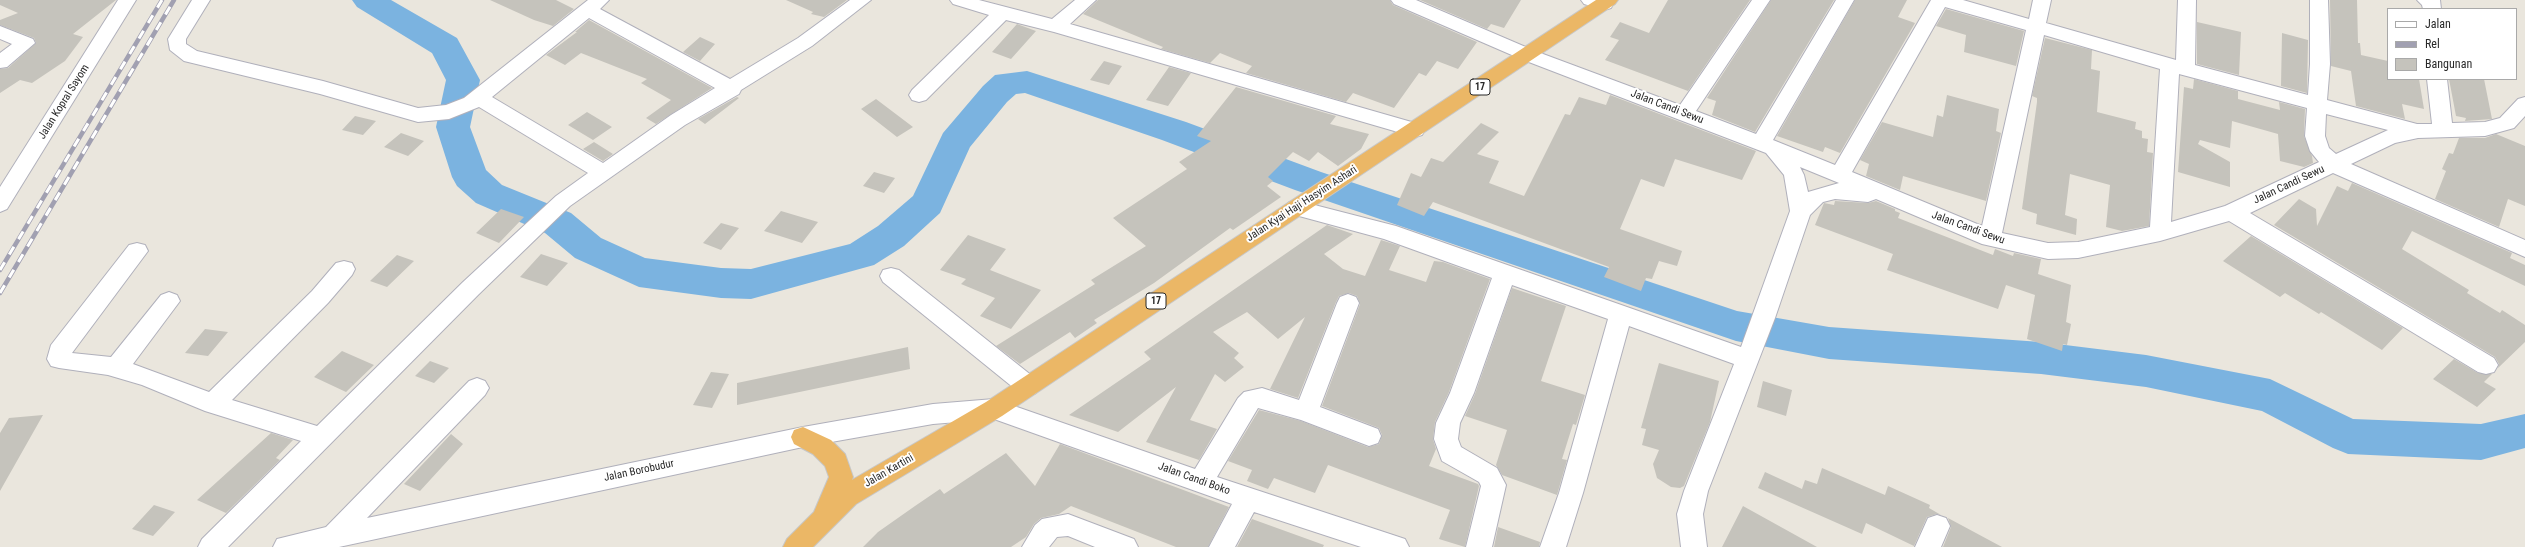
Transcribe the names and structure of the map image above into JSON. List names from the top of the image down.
{
  "streets": {
    "highway": ["17", "Jalan Kyai Haji Hasyim Ashari", "Jalan Kartini"],
    "street": [
      "Jalan Kopral Sayom",
      "Jalan Candi Sewu",
      "Jalan Borobudur",
      "Jalan Candi Boko"
    ]
  },
  "crossings": [
    ["Jalan Candi Sewu", "Jalan Kyai Haji Hasyim Ashari"],
    ["Jalan Kyai Haji Hasyim Ashari", "Jalan Borobudur"],
    ["Jalan Kyai Haji Hasyim Ashari", "Jalan Kartini"],
    ["Jalan Kyai Haji Hasyim Ashari", "Jalan Candi Boko"],
    ["Jalan Borobudur", "Jalan Kartini"],
    ["Jalan Borobudur", "Jalan Candi Boko"],
    ["Jalan Kartini", "Jalan Candi Boko"]
  ],
  "legend": ["Jalan", "Rel", "Bangunan"]
}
□ □ □
• Work instructions:
The response is the full listing, copied exactly, with the pictures omitted.

• Response area:
Transcribe the names and structure of the map image above into JSON. List names from the top of the image down.
{
  "streets": {
    "highway": ["17", "Jalan Kyai Haji Hasyim Ashari", "Jalan Kartini"],
    "street": [
      "Jalan Kopral Sayom",
      "Jalan Candi Sewu",
      "Jalan Borobudur",
      "Jalan Candi Boko"
    ]
  },
  "crossings": [
    ["Jalan Candi Sewu", "Jalan Kyai Haji Hasyim Ashari"],
    ["Jalan Kyai Haji Hasyim Ashari", "Jalan Borobudur"],
    ["Jalan Kyai Haji Hasyim Ashari", "Jalan Kartini"],
    ["Jalan Kyai Haji Hasyim Ashari", "Jalan Candi Boko"],
    ["Jalan Borobudur", "Jalan Kartini"],
    ["Jalan Borobudur", "Jalan Candi Boko"],
    ["Jalan Kartini", "Jalan Candi Boko"]
  ],
  "legend": ["Jalan", "Rel", "Bangunan"]
}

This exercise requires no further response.